> What this task involves: Go through the records below and count every line containing "Sabino". Reply with the count alone.

> The records:
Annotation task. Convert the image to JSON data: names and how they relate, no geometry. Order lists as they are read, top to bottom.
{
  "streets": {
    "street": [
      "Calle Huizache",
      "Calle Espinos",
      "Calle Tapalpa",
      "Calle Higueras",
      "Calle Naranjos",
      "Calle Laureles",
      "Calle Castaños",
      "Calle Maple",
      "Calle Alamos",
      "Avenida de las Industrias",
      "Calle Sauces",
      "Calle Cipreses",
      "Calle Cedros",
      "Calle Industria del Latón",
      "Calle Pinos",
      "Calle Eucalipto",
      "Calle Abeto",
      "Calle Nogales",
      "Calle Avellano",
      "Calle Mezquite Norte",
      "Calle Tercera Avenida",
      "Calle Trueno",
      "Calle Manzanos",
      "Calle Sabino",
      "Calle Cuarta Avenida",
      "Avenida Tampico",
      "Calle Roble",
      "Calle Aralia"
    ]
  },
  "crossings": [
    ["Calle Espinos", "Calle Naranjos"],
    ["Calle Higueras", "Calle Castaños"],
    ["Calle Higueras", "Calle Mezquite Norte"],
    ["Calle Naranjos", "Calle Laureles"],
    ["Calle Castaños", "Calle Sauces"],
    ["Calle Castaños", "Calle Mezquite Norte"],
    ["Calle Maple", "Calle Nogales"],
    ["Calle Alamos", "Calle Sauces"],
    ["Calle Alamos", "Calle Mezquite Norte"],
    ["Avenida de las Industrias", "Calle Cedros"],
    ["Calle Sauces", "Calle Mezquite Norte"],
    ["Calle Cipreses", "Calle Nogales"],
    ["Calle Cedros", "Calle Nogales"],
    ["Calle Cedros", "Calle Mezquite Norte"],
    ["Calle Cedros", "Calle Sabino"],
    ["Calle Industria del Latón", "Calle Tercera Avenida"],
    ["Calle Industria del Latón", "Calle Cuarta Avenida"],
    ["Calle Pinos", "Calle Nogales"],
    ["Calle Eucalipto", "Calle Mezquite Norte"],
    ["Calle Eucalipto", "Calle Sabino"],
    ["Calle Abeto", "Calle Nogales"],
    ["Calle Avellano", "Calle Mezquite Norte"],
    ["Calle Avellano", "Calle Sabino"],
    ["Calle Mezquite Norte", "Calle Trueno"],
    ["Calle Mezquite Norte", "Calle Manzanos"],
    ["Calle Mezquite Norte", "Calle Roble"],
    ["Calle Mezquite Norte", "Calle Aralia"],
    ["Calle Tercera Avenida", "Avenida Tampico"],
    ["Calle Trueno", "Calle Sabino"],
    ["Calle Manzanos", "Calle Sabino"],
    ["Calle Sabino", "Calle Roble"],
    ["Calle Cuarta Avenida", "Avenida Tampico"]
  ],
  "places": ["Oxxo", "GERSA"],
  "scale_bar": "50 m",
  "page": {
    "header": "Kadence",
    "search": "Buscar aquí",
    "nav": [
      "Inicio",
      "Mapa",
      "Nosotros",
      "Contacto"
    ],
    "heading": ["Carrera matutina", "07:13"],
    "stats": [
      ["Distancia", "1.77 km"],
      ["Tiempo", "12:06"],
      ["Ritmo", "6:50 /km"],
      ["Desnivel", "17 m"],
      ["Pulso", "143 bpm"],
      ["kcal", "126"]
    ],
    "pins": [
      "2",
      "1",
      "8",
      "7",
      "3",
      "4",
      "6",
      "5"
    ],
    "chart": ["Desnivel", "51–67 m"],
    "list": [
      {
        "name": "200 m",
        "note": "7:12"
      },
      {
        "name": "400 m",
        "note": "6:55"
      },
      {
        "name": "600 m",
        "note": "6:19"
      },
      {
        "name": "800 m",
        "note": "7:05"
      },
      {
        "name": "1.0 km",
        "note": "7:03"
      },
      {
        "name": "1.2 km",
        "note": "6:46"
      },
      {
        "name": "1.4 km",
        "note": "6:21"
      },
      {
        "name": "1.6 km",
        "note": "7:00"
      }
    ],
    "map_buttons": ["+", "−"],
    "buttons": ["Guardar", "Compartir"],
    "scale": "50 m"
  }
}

> Expected output: 7